(Exercise data)

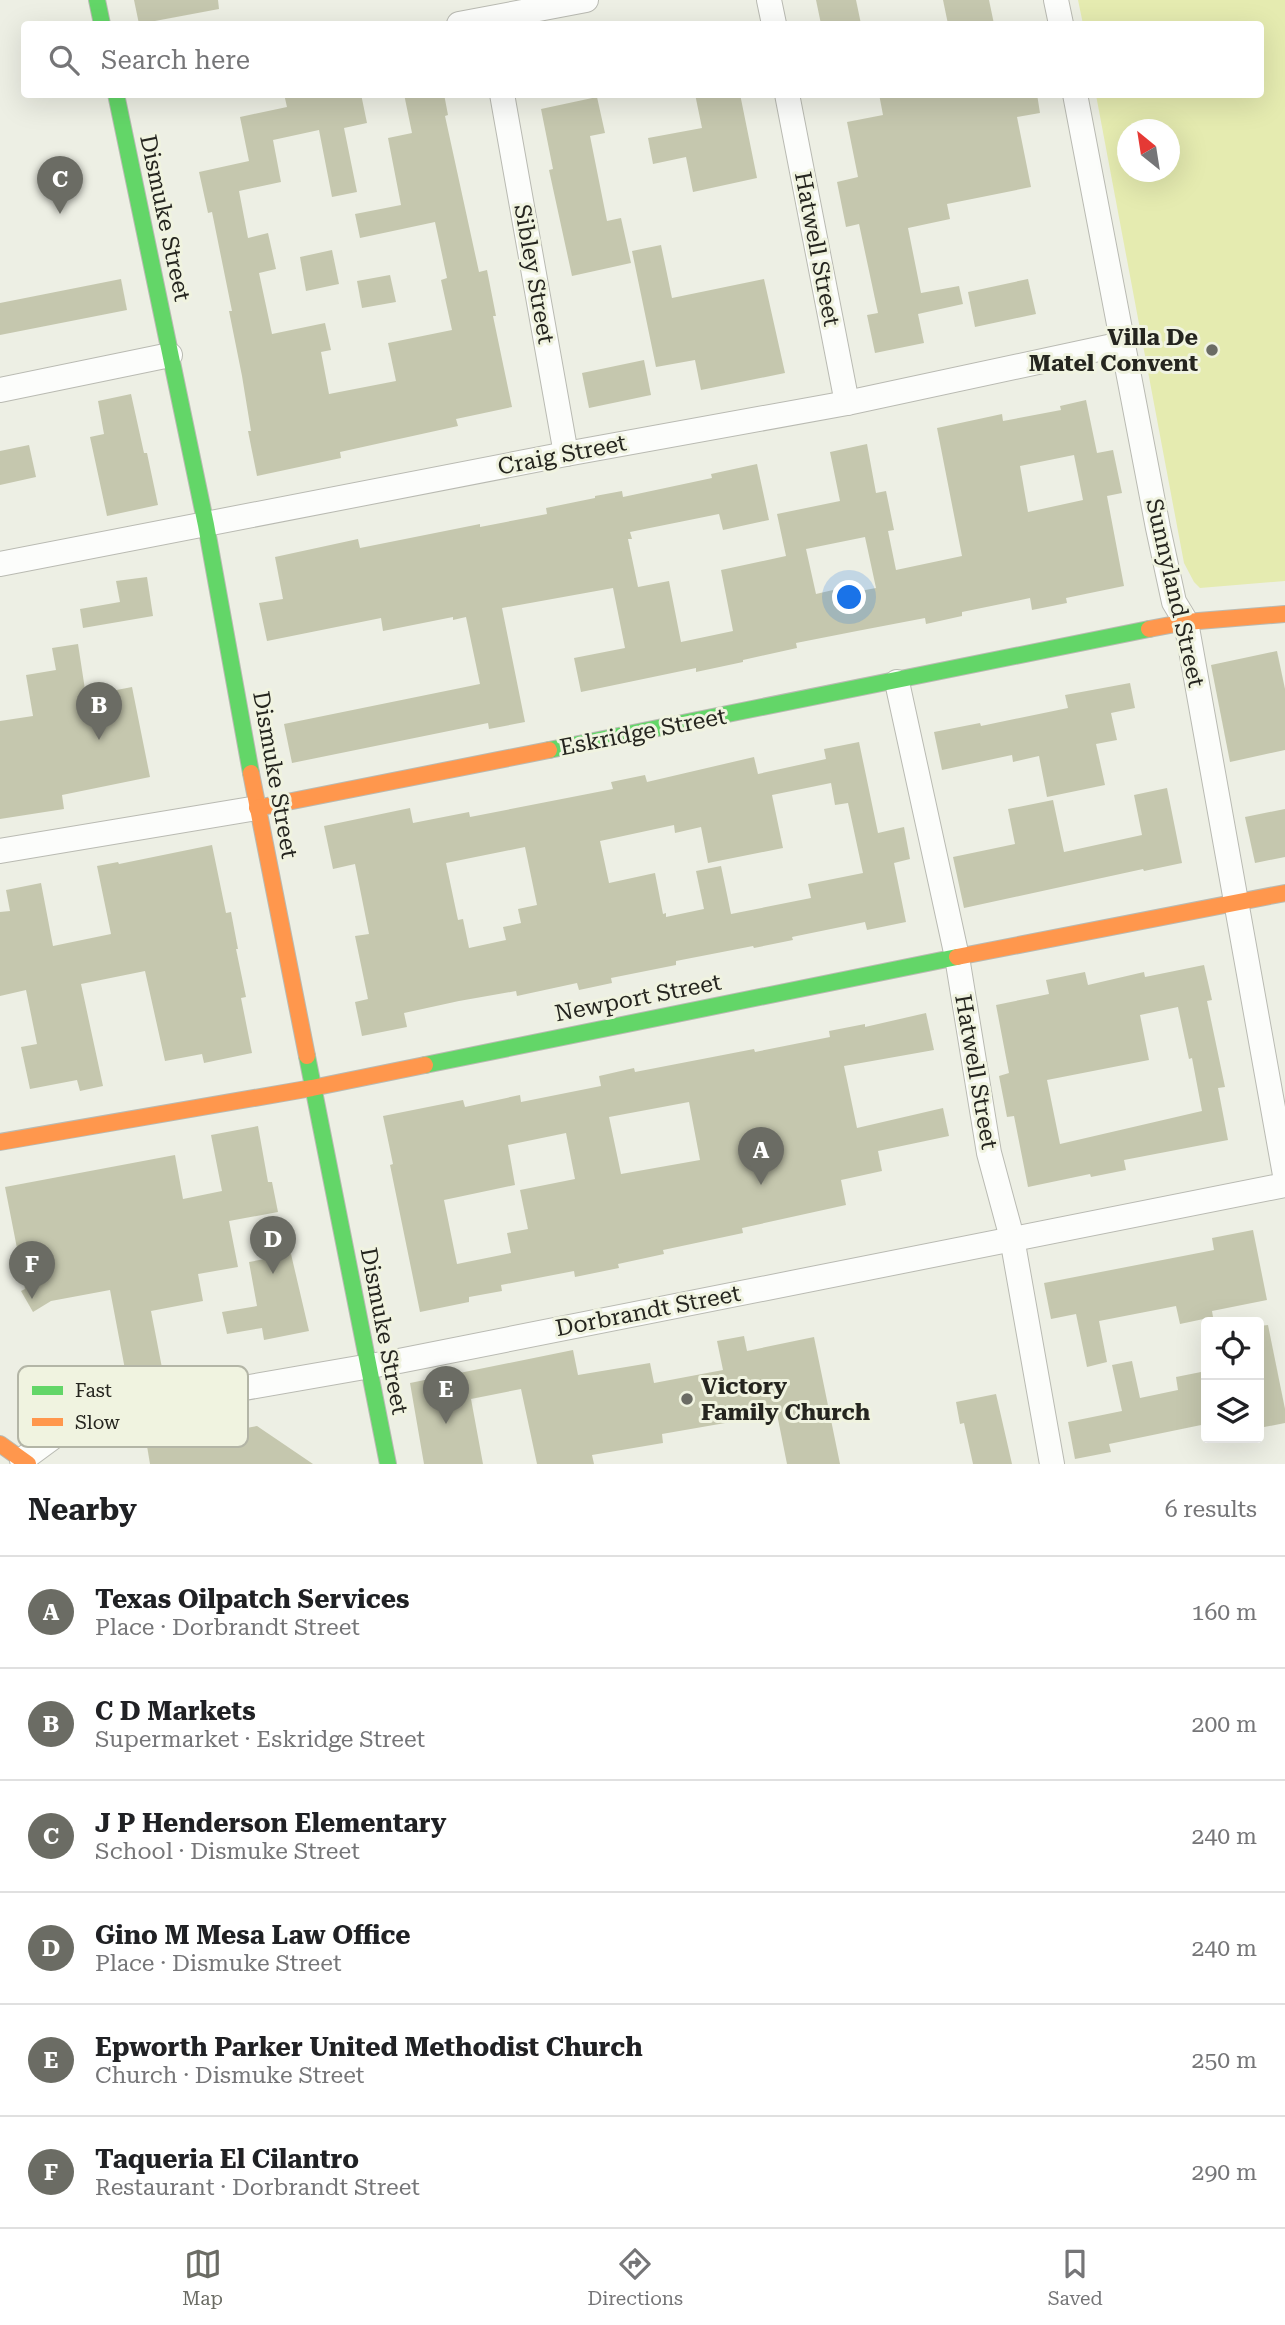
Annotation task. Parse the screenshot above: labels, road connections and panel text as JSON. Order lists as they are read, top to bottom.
{
  "streets": {
    "street": [
      "Dismuke Street",
      "Hatwell Street",
      "Sibley Street",
      "Craig Street",
      "Sunnyland Street",
      "Eskridge Street",
      "Newport Street",
      "Dorbrandt Street"
    ]
  },
  "crossings": [
    ["Dismuke Street", "Craig Street"],
    ["Dismuke Street", "Eskridge Street"],
    ["Dismuke Street", "Newport Street"],
    ["Dismuke Street", "Dorbrandt Street"],
    ["Hatwell Street", "Craig Street"],
    ["Hatwell Street", "Eskridge Street"],
    ["Hatwell Street", "Newport Street"],
    ["Hatwell Street", "Dorbrandt Street"],
    ["Sibley Street", "Craig Street"],
    ["Craig Street", "Sunnyland Street"],
    ["Sunnyland Street", "Eskridge Street"],
    ["Sunnyland Street", "Newport Street"]
  ],
  "places": ["Villa De Matel Convent", "Victory Family Church"],
  "legend": ["Fast", "Slow"],
  "north": "top left",
  "page": {
    "search": "Search here",
    "pins": [
      "C",
      "B",
      "A",
      "D",
      "F",
      "E"
    ],
    "heading": ["Nearby", "6 results"],
    "list": [
      {
        "mark": "A",
        "name": "Texas Oilpatch Services",
        "note": "Place · Dorbrandt Street",
        "value": "160 m"
      },
      {
        "mark": "B",
        "name": "C D Markets",
        "note": "Supermarket · Eskridge Street",
        "value": "200 m"
      },
      {
        "mark": "C",
        "name": "J P Henderson Elementary",
        "note": "School · Dismuke Street",
        "value": "240 m"
      },
      {
        "mark": "D",
        "name": "Gino M Mesa Law Office",
        "note": "Place · Dismuke Street",
        "value": "240 m"
      },
      {
        "mark": "E",
        "name": "Epworth Parker United Methodist Church",
        "note": "Church · Dismuke Street",
        "value": "250 m"
      },
      {
        "mark": "F",
        "name": "Taqueria El Cilantro",
        "note": "Restaurant · Dorbrandt Street",
        "value": "290 m"
      }
    ],
    "nav": ["Map", "Directions", "Saved"]
  }
}
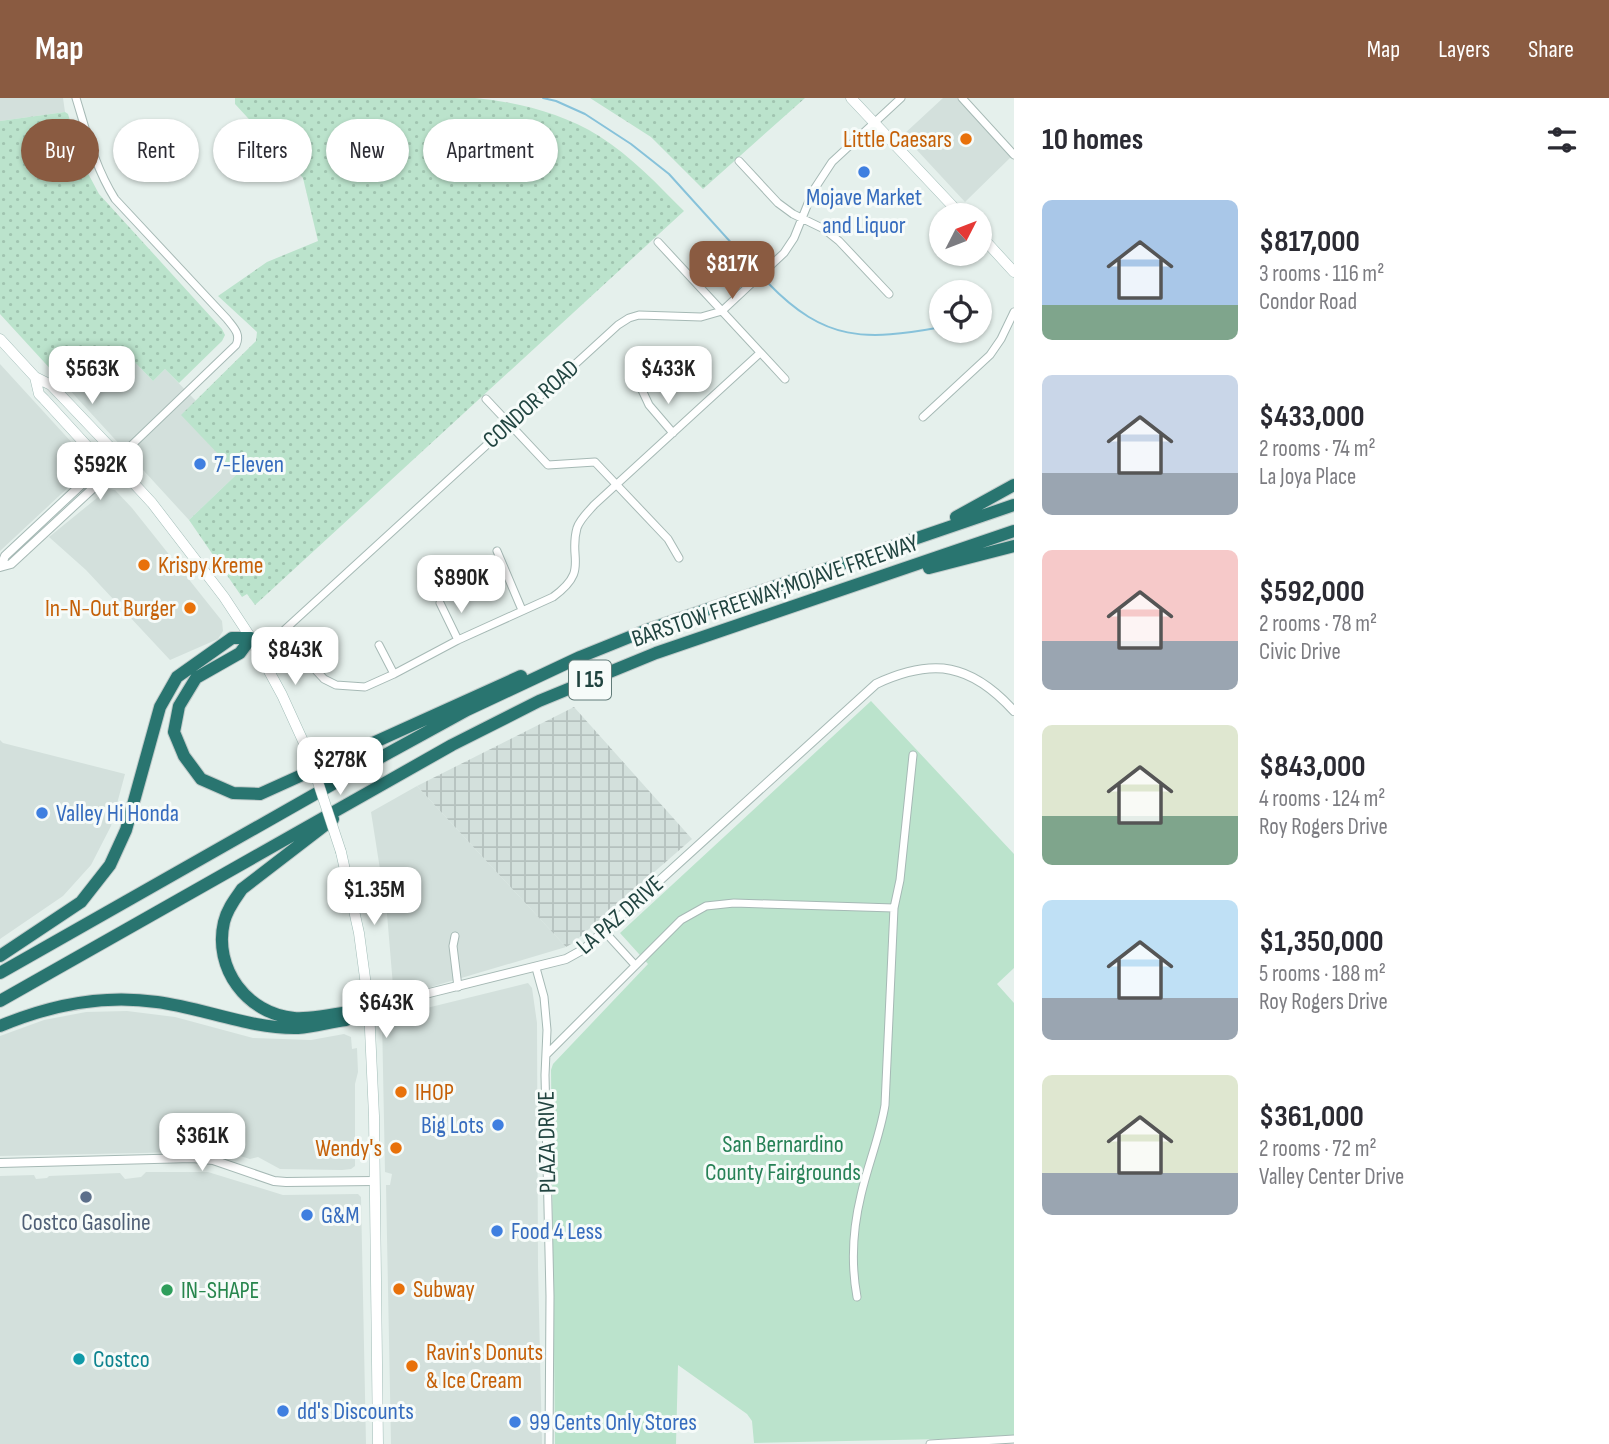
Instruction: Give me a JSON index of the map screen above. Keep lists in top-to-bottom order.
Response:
{
  "streets": {
    "highway": ["BARSTOW FREEWAY;MOJAVE FREEWAY", "I 15"],
    "street": ["CONDOR ROAD", "LA PAZ DRIVE", "PLAZA DRIVE"]
  },
  "crossings": [
    ["LA PAZ DRIVE", "PLAZA DRIVE"]
  ],
  "parks": ["San Bernardino County Fairgrounds"],
  "places": [
    "Little Caesars",
    "Mojave Market and Liquor",
    "7-Eleven",
    "Krispy Kreme",
    "In-N-Out Burger",
    "Valley Hi Honda",
    "IHOP",
    "Big Lots",
    "Wendy's",
    "Costco Gasoline",
    "G&M",
    "Food 4 Less",
    "Subway",
    "IN-SHAPE",
    "Costco",
    "Ravin's Donuts & Ice Cream",
    "dd's Discounts",
    "99 Cents Only Stores"
  ],
  "north": "top right",
  "page": {
    "header": "Map",
    "nav": ["Map", "Layers", "Share"],
    "heading": "10 homes",
    "chip": [
      "Buy",
      "Rent",
      "Filters",
      "New",
      "Apartment"
    ],
    "list": [
      {
        "name": "$817,000",
        "note": "3 rooms · 116 m² · Condor Road"
      },
      {
        "name": "$433,000",
        "note": "2 rooms · 74 m² · La Joya Place"
      },
      {
        "name": "$592,000",
        "note": "2 rooms · 78 m² · Civic Drive"
      },
      {
        "name": "$843,000",
        "note": "4 rooms · 124 m² · Roy Rogers Drive"
      },
      {
        "name": "$1,350,000",
        "note": "5 rooms · 188 m² · Roy Rogers Drive"
      },
      {
        "name": "$361,000",
        "note": "2 rooms · 72 m² · Valley Center Drive"
      }
    ],
    "price": [
      "$817K",
      "$563K",
      "$433K",
      "$592K",
      "$890K",
      "$843K",
      "$278K",
      "$1.35M",
      "$643K",
      "$361K"
    ]
  }
}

(End Exercise data)

- _Activity_
Type the material out again exactly. Skip the pictures.

- _Result of this exercise_
Annotation task. Parse the screenshot above: labels, road connections and panel text as JSON. Order lists as they are read, top to bottom.
{
  "streets": {
    "street": [
      "Dismuke Street",
      "Hatwell Street",
      "Sibley Street",
      "Craig Street",
      "Sunnyland Street",
      "Eskridge Street",
      "Newport Street",
      "Dorbrandt Street"
    ]
  },
  "crossings": [
    ["Dismuke Street", "Craig Street"],
    ["Dismuke Street", "Eskridge Street"],
    ["Dismuke Street", "Newport Street"],
    ["Dismuke Street", "Dorbrandt Street"],
    ["Hatwell Street", "Craig Street"],
    ["Hatwell Street", "Eskridge Street"],
    ["Hatwell Street", "Newport Street"],
    ["Hatwell Street", "Dorbrandt Street"],
    ["Sibley Street", "Craig Street"],
    ["Craig Street", "Sunnyland Street"],
    ["Sunnyland Street", "Eskridge Street"],
    ["Sunnyland Street", "Newport Street"]
  ],
  "places": ["Villa De Matel Convent", "Victory Family Church"],
  "legend": ["Fast", "Slow"],
  "north": "top left",
  "page": {
    "search": "Search here",
    "pins": [
      "C",
      "B",
      "A",
      "D",
      "F",
      "E"
    ],
    "heading": ["Nearby", "6 results"],
    "list": [
      {
        "mark": "A",
        "name": "Texas Oilpatch Services",
        "note": "Place · Dorbrandt Street",
        "value": "160 m"
      },
      {
        "mark": "B",
        "name": "C D Markets",
        "note": "Supermarket · Eskridge Street",
        "value": "200 m"
      },
      {
        "mark": "C",
        "name": "J P Henderson Elementary",
        "note": "School · Dismuke Street",
        "value": "240 m"
      },
      {
        "mark": "D",
        "name": "Gino M Mesa Law Office",
        "note": "Place · Dismuke Street",
        "value": "240 m"
      },
      {
        "mark": "E",
        "name": "Epworth Parker United Methodist Church",
        "note": "Church · Dismuke Street",
        "value": "250 m"
      },
      {
        "mark": "F",
        "name": "Taqueria El Cilantro",
        "note": "Restaurant · Dorbrandt Street",
        "value": "290 m"
      }
    ],
    "nav": ["Map", "Directions", "Saved"]
  }
}
Instruction: Give me a JSON index of the map screen above. Keep lists in top-to-bottom order.
Response:
{
  "streets": {
    "highway": ["BARSTOW FREEWAY;MOJAVE FREEWAY", "I 15"],
    "street": ["CONDOR ROAD", "LA PAZ DRIVE", "PLAZA DRIVE"]
  },
  "crossings": [
    ["LA PAZ DRIVE", "PLAZA DRIVE"]
  ],
  "parks": ["San Bernardino County Fairgrounds"],
  "places": [
    "Little Caesars",
    "Mojave Market and Liquor",
    "7-Eleven",
    "Krispy Kreme",
    "In-N-Out Burger",
    "Valley Hi Honda",
    "IHOP",
    "Big Lots",
    "Wendy's",
    "Costco Gasoline",
    "G&M",
    "Food 4 Less",
    "Subway",
    "IN-SHAPE",
    "Costco",
    "Ravin's Donuts & Ice Cream",
    "dd's Discounts",
    "99 Cents Only Stores"
  ],
  "north": "top right",
  "page": {
    "header": "Map",
    "nav": ["Map", "Layers", "Share"],
    "heading": "10 homes",
    "chip": [
      "Buy",
      "Rent",
      "Filters",
      "New",
      "Apartment"
    ],
    "list": [
      {
        "name": "$817,000",
        "note": "3 rooms · 116 m² · Condor Road"
      },
      {
        "name": "$433,000",
        "note": "2 rooms · 74 m² · La Joya Place"
      },
      {
        "name": "$592,000",
        "note": "2 rooms · 78 m² · Civic Drive"
      },
      {
        "name": "$843,000",
        "note": "4 rooms · 124 m² · Roy Rogers Drive"
      },
      {
        "name": "$1,350,000",
        "note": "5 rooms · 188 m² · Roy Rogers Drive"
      },
      {
        "name": "$361,000",
        "note": "2 rooms · 72 m² · Valley Center Drive"
      }
    ],
    "price": [
      "$817K",
      "$563K",
      "$433K",
      "$592K",
      "$890K",
      "$843K",
      "$278K",
      "$1.35M",
      "$643K",
      "$361K"
    ]
  }
}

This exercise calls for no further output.